▶ [Description of the task]
Go through the listing and count the lines with "breaks" in them; write only the number.

--

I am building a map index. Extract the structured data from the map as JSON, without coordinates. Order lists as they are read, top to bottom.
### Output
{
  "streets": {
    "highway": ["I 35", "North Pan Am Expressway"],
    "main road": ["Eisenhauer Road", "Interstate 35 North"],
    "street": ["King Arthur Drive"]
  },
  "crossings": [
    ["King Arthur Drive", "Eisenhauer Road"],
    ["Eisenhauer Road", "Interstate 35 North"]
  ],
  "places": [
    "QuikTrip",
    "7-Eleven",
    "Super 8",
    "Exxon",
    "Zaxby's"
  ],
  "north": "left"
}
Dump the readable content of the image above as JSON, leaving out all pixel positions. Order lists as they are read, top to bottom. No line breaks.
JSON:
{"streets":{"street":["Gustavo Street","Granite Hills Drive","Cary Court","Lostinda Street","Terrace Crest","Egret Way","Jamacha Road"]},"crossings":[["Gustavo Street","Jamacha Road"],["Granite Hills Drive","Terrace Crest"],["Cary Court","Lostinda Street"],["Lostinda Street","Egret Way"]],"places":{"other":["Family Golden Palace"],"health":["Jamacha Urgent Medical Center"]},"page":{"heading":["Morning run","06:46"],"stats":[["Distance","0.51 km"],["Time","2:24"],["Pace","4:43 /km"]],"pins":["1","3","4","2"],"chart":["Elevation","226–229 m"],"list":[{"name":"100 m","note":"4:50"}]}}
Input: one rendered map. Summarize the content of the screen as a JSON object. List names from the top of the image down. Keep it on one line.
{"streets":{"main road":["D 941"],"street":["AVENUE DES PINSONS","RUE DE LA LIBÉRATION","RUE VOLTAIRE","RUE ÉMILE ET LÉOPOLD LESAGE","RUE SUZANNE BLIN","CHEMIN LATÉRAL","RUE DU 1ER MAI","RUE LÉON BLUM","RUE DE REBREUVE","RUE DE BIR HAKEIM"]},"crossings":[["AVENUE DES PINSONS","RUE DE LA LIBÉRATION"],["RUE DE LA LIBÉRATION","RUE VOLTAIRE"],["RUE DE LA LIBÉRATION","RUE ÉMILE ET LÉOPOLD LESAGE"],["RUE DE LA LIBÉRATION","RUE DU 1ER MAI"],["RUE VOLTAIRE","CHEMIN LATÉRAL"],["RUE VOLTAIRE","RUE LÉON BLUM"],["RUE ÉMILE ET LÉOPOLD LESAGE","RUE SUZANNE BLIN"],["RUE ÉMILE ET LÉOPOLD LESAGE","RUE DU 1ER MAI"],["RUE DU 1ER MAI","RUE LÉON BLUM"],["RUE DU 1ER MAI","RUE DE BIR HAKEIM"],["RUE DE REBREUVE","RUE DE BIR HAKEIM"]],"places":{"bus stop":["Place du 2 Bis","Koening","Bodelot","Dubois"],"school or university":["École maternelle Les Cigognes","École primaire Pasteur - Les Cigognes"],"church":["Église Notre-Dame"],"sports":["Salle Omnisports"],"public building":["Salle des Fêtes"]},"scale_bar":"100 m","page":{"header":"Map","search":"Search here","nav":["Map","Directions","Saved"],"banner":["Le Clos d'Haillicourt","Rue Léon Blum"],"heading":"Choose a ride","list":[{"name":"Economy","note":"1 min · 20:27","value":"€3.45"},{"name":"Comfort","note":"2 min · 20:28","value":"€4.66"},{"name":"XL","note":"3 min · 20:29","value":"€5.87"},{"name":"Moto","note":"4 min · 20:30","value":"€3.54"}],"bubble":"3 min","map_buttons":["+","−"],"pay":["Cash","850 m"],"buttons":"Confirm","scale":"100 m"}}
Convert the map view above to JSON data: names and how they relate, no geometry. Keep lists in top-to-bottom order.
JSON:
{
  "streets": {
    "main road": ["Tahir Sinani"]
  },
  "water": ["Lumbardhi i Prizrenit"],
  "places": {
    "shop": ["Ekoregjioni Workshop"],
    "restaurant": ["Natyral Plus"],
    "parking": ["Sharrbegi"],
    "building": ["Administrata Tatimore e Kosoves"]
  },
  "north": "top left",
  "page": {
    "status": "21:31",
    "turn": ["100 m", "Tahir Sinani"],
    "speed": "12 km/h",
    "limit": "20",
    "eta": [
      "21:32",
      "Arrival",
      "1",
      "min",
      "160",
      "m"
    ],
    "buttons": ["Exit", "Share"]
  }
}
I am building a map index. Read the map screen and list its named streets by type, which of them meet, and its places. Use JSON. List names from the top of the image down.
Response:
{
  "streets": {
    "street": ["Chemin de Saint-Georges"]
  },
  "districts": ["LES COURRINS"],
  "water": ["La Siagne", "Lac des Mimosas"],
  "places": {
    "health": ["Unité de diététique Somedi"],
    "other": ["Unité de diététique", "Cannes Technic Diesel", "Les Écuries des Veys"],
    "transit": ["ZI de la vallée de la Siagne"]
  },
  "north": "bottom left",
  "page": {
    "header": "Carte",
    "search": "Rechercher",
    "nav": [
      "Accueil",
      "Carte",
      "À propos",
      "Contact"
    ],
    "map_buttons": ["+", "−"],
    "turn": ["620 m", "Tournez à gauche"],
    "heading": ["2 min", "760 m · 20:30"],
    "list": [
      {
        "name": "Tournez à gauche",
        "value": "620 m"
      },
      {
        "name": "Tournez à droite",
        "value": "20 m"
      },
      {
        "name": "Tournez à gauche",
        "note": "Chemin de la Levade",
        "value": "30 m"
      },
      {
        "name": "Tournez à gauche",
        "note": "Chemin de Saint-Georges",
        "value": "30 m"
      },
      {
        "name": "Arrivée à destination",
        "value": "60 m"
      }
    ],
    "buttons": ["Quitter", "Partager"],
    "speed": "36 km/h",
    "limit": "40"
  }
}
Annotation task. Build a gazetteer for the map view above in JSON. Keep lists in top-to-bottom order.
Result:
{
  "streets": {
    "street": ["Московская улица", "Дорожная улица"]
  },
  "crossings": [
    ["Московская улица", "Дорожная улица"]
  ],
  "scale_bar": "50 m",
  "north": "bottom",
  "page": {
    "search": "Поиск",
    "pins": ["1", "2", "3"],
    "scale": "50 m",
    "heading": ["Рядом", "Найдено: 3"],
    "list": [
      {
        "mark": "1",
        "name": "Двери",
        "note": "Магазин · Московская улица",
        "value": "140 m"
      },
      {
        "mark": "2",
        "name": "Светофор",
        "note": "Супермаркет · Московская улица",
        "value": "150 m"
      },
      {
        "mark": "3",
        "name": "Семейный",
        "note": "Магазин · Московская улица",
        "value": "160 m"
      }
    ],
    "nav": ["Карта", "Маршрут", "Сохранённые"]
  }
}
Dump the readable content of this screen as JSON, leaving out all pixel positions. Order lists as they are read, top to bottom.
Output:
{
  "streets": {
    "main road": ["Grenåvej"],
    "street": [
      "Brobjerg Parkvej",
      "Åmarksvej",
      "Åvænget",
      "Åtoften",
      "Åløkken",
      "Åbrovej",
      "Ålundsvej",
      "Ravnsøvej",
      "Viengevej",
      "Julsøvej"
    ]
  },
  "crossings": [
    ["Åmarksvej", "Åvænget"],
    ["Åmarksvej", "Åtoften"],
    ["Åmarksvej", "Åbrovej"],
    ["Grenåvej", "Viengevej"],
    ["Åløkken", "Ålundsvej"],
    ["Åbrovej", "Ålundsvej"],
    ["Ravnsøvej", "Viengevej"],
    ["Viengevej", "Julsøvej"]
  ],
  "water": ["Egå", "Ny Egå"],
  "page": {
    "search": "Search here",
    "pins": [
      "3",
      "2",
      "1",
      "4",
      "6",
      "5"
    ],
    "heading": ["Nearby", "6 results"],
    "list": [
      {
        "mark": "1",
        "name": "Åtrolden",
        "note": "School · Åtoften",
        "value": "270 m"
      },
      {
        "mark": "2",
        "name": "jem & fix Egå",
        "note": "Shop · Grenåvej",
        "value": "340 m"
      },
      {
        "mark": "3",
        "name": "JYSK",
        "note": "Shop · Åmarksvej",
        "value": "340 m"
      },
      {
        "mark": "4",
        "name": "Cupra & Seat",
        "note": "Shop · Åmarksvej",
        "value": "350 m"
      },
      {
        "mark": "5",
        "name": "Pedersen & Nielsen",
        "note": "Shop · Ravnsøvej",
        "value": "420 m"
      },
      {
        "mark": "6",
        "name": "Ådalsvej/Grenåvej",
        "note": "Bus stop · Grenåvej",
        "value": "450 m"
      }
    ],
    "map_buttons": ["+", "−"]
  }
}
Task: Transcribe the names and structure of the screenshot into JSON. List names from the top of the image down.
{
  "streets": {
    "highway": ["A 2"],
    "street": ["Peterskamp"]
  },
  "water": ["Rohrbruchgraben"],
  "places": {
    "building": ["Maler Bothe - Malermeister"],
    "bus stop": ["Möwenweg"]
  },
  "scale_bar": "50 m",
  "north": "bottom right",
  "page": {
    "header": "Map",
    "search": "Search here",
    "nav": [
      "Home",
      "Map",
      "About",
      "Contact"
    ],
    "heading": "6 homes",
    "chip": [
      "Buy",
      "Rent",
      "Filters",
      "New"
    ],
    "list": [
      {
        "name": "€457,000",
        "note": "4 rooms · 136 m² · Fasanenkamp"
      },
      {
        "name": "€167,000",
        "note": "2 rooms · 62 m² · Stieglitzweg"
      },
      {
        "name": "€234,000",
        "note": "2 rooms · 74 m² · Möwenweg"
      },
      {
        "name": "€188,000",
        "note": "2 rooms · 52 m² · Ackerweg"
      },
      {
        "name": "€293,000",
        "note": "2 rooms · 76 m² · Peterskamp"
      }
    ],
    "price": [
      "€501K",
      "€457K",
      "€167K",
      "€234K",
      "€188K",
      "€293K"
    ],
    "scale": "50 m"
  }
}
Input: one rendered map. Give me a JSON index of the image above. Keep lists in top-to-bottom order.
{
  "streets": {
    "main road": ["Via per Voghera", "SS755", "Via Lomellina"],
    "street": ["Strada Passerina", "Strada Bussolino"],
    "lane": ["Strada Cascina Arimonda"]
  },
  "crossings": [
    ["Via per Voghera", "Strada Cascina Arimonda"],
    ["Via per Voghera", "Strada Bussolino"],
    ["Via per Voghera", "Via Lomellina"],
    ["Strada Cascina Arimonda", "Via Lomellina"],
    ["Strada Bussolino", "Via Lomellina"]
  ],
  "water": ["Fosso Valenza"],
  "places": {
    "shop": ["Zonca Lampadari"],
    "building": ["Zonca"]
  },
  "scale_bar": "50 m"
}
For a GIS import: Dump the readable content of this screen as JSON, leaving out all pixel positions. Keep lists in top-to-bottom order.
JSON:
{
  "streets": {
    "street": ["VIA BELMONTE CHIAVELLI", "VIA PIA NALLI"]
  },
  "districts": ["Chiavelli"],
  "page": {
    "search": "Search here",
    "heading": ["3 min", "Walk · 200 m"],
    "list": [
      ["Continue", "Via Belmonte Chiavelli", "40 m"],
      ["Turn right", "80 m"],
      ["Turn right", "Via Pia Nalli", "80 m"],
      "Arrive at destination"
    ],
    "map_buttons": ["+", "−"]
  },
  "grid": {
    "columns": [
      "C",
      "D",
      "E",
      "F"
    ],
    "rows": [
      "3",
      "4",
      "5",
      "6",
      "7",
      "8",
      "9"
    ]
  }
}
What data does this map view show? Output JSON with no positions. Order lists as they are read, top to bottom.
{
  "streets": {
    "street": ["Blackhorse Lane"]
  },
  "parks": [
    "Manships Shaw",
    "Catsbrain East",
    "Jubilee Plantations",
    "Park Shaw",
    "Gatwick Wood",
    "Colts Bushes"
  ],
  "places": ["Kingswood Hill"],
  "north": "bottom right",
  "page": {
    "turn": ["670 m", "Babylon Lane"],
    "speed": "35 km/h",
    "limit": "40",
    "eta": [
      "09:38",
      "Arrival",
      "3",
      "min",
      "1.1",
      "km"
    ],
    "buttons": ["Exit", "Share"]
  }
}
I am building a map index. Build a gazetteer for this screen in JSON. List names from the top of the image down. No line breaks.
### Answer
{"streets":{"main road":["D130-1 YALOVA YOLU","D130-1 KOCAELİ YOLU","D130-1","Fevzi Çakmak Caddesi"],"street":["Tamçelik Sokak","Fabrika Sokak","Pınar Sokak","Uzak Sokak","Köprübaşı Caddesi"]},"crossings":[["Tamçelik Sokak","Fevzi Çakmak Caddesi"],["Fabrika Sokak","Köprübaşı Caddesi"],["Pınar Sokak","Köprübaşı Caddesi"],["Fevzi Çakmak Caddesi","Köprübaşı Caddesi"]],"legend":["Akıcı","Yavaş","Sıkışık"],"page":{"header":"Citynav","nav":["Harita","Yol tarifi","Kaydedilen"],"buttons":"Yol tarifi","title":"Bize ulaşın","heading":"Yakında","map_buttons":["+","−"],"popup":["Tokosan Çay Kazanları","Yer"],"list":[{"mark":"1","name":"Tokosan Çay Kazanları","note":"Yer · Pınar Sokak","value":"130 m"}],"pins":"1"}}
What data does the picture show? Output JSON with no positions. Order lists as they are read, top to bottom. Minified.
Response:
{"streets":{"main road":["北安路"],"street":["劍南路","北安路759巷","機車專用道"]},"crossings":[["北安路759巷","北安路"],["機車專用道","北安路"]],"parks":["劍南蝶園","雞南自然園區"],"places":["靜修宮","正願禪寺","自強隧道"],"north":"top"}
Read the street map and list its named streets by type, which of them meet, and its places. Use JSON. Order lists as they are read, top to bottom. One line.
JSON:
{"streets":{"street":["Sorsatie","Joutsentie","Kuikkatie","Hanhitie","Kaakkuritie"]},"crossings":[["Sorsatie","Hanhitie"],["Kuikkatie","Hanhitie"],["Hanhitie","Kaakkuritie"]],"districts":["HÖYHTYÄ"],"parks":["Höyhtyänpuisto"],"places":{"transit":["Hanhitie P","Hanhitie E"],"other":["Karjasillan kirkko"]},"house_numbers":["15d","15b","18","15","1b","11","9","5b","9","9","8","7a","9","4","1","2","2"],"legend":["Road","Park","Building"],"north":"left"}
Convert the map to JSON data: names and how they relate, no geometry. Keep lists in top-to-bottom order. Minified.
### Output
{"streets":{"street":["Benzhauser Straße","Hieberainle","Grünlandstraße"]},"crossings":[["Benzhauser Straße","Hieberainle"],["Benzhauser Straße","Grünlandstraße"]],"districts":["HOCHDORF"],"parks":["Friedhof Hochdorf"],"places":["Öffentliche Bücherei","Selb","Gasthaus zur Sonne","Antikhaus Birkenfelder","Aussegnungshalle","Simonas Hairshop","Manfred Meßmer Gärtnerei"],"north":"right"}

--

▶ [Exercise result]
2